“Türkiye’de kavramların bu kadar içeriğinden kopuk, bu kadar taşıdığı anlamın dışında hatta ona karşıt bir biçimde kullanılmış olmasını nasıl açıklamak gerekir? Bu durum tesadüf müdür, yoksa zümresel bir sorunu mu yansıtmaktadır ya da işin içinde cehalet veya ideolojik körlük mü vardır?”

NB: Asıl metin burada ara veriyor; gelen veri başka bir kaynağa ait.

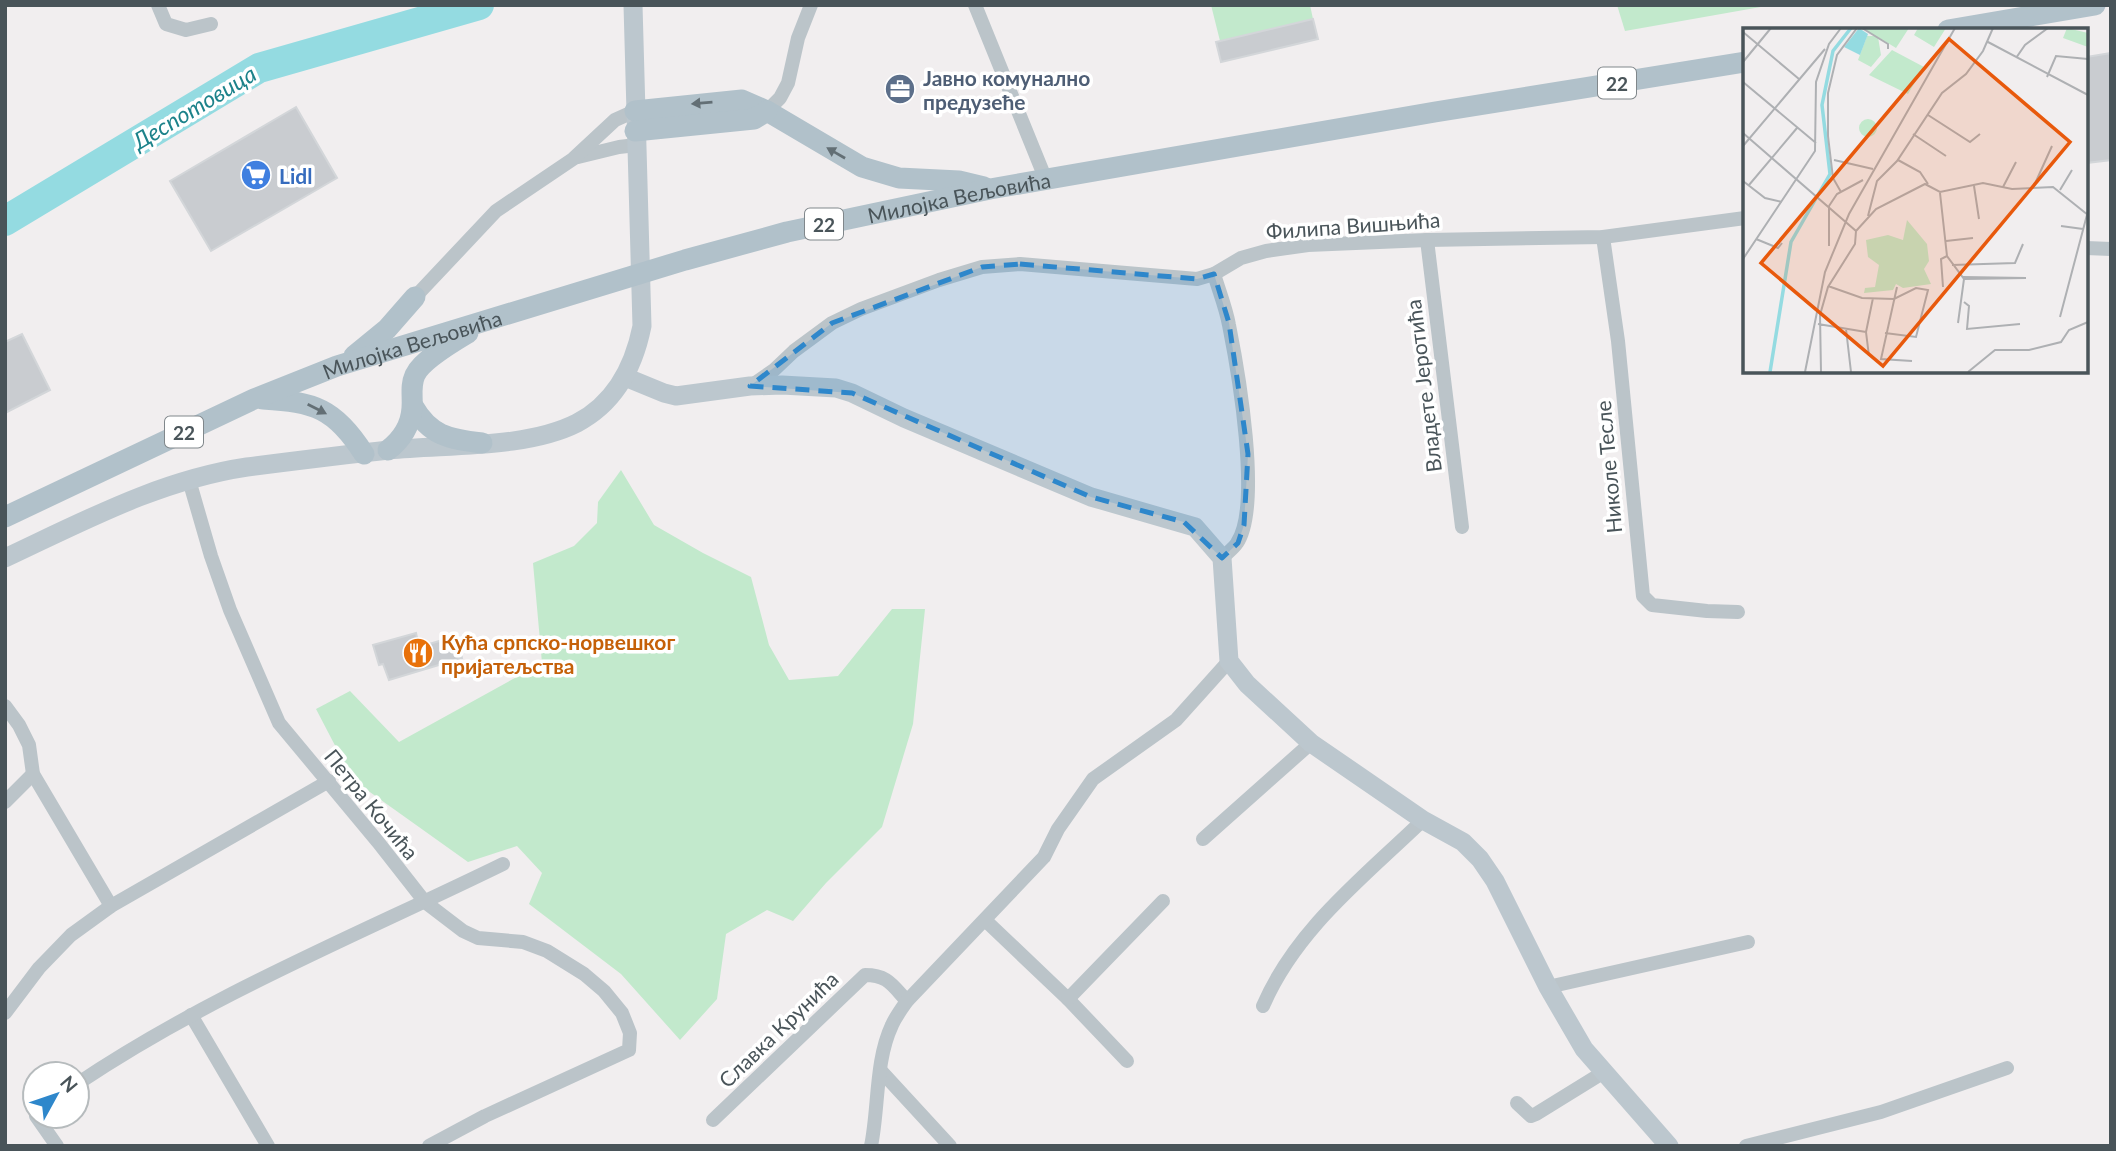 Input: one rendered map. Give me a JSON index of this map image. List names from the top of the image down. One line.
{"streets":{"main road":["22","Милојка Вељовића"],"street":["Филипа Вишњића","Владете Јеротића","Николе Тесле","Петра Кочића","Славка Крунића"]},"crossings":[["Филипа Вишњића","Владете Јеротића"],["Филипа Вишњића","Николе Тесле"]],"water":["Деспотовица"],"places":{"office":["Јавно комунално предузеће"],"supermarket":["Lidl"],"restaurant":["Кућа српско-норвешког пријатељства"]},"north":"top right"} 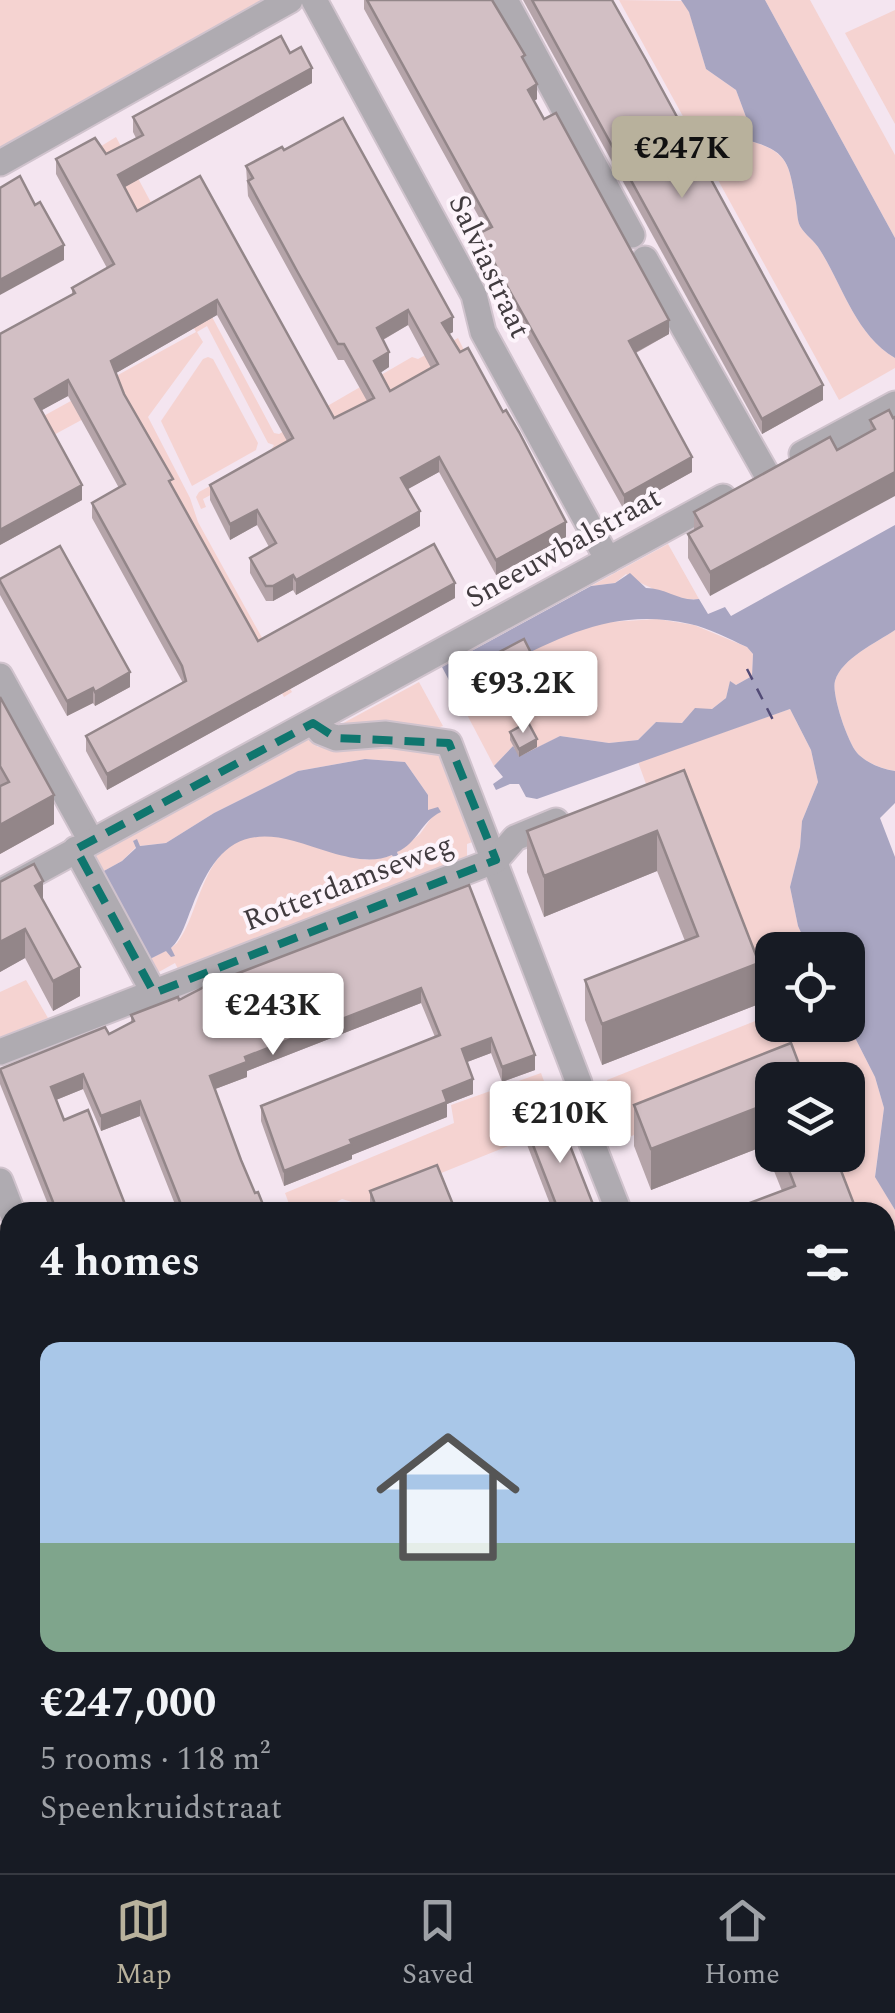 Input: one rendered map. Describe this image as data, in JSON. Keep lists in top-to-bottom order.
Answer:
{
  "streets": {
    "street": ["Salviastraat", "Sneeuwbalstraat", "Rotterdamseweg"]
  },
  "crossings": [
    ["Salviastraat", "Sneeuwbalstraat"]
  ],
  "page": {
    "price": [
      "€247K",
      "€93.2K",
      "€243K",
      "€210K"
    ],
    "heading": "4 homes",
    "list": [
      {
        "name": "€247,000",
        "note": "5 rooms · 118 m² · Speenkruidstraat"
      }
    ],
    "tabs": ["Map", "Saved", "Home"]
  }
} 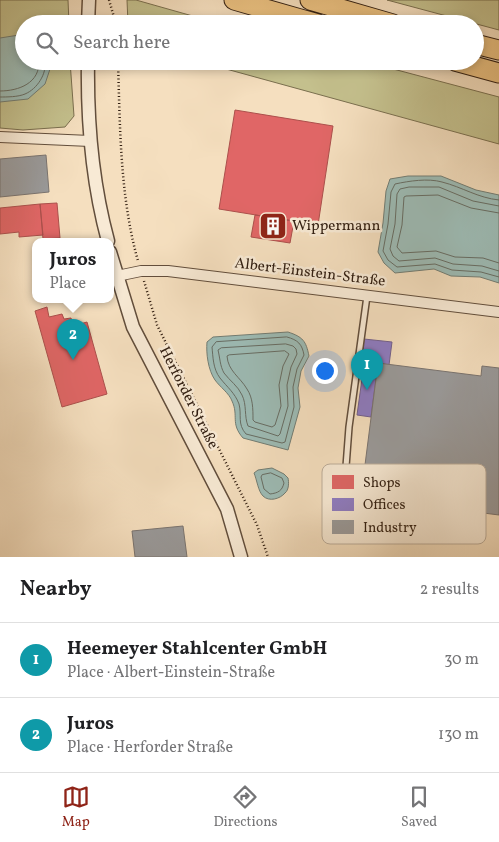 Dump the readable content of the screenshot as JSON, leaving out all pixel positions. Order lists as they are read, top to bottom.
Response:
{
  "streets": {
    "street": ["Albert-Einstein-Straße", "Herforder Straße"]
  },
  "crossings": [
    ["Albert-Einstein-Straße", "Herforder Straße"]
  ],
  "places": {
    "building": ["Wippermann"]
  },
  "legend": ["Shops", "Offices", "Industry"],
  "page": {
    "search": "Search here",
    "popup": ["Juros", "Place"],
    "pins": ["2", "1"],
    "heading": ["Nearby", "2 results"],
    "list": [
      {
        "mark": "1",
        "name": "Heemeyer Stahlcenter GmbH",
        "note": "Place · Albert-Einstein-Straße",
        "value": "30 m"
      },
      {
        "mark": "2",
        "name": "Juros",
        "note": "Place · Herforder Straße",
        "value": "130 m"
      }
    ],
    "nav": ["Map", "Directions", "Saved"]
  }
} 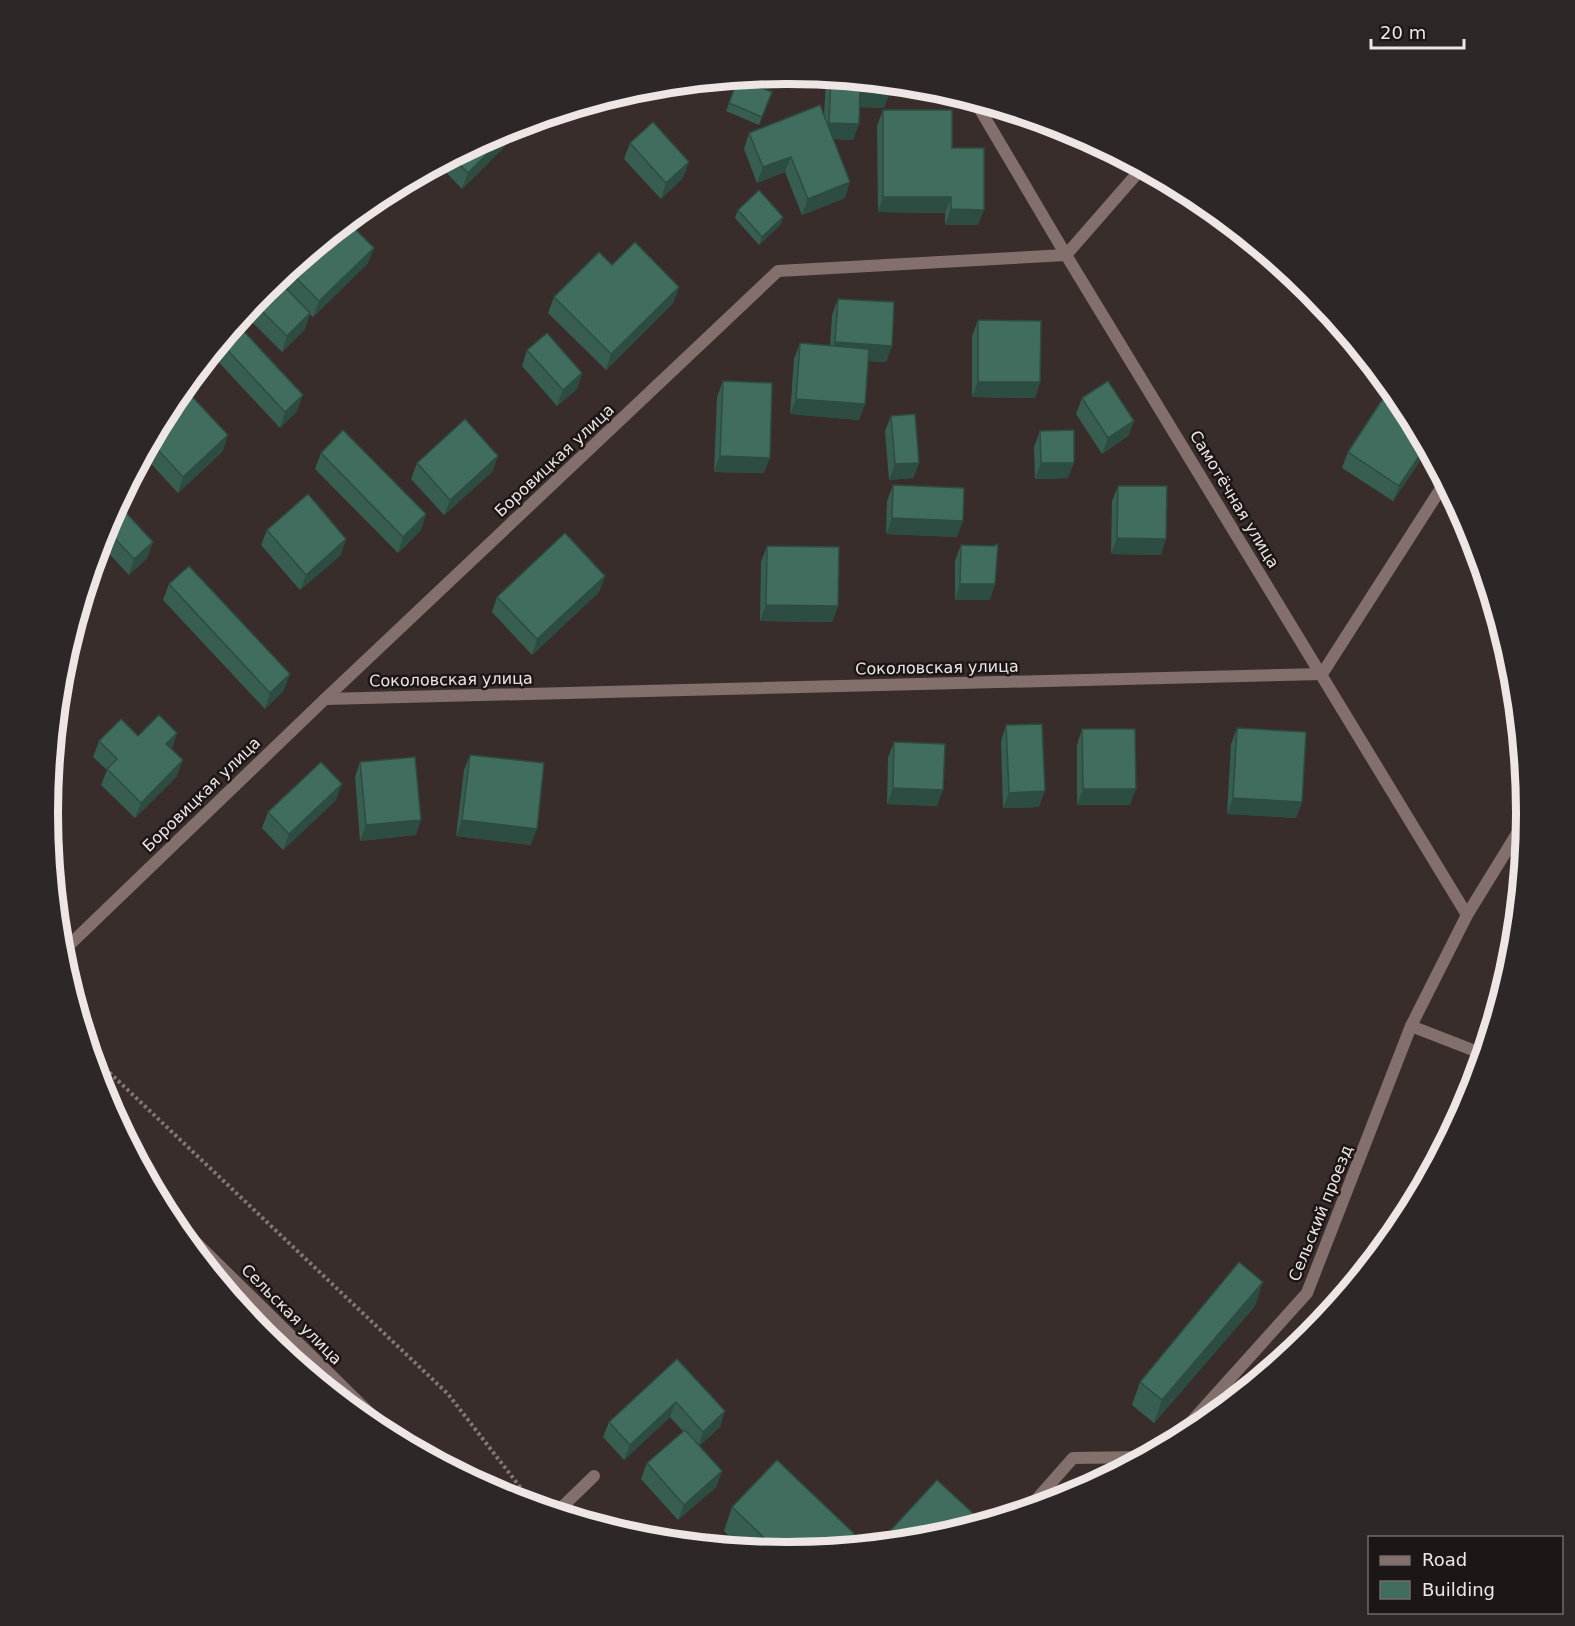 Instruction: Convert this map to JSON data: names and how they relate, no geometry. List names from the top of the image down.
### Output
{
  "streets": {
    "street": [
      "Боровицкая улица",
      "Самотёчная улица",
      "Соколовская улица",
      "Сельский проезд",
      "Сельская улица"
    ]
  },
  "crossings": [
    ["Боровицкая улица", "Самотёчная улица"],
    ["Боровицкая улица", "Соколовская улица"],
    ["Самотёчная улица", "Соколовская улица"],
    ["Самотёчная улица", "Сельский проезд"]
  ],
  "legend": ["Road", "Building"],
  "scale_bar": "20 m"
}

Geçtiğimiz günlerde, eskiden merkez medyada yazan, konuşan bir kadın çıktığı bir TV programında, insanları AK Parti yönetimine karşı ‘demokrasi mücadelesi’yapmaya çağırırken ‘terör örgütü’ modelini örnek göstererek ‘silahlı mücadele verenlerin eninde sonunda etkili olduğundan, siyasette muhatap kabul edilmesinden’ söz etmekteydi. Burada yapılan çağrının içinde ‘demokrasi’ sözcüğünün geçmesi, söz konusu çağrıyı yapanların aslında ‘demokrasi düşmanı’ olduğunu saklamaya elbette yetmeyecektir. Söz konusu kimsenin adının ve söylediklerinin bir önemi yoktur; dolayısıyla bu bireysel örneği ele alıp bu tipolojide yer alanlara ‘çaptan düştükleri için bunu yapıyorlar’ demenin de durumu açıklayamayacağını düşünüyorum, çünkü bu örneğin benzerlerine birçok mecrada rastlamak zor değildir.
HALKIN DOSTLARI
“Bu söylem analiz edildiğinde, oldukça sorunlu bir zihniyet biçimiyle karşı karşıya olunduğu görülecektir. Bir defa demokrasiden bahsedip, arkasından terör örgütlerinin ‘rol modeli’ olabileceğinden ‘silahlı mücadeleden’ bahsetmek, üstelik bunu doğrudan serbest seçimlerle ve halkın özgür iradesiyle oluşturduğu, meşru seçilmiş bir hükümete karşı tavır olarak ifade etmek, nasıl bir zihniyeti göstermektedir. Bu ‘anti-demokratik’ zihniyetin, bu faşizan tutumun arkasında ne vardır?”
Kavramların birbirine karışması, Kemal Tahir’in çok kullandığı o ünlü tabirle ‘at izinin it izine karışması’ gibidir. Kavramlar, sadece kelimelerden ibaret değildirler, bir olayı, bir süreci, bir olguyu soyutlamamızı, onu belli bir zaman ve mekâna bağlı olmaktan çıkartıp, teknik ifadesiyle ‘tikel’ bir durumda rastlanandan farklı olarak ‘tümel’ bir durumu açıklamak için kullanmamızı sağlayan, soyut ifade biçimleridirler.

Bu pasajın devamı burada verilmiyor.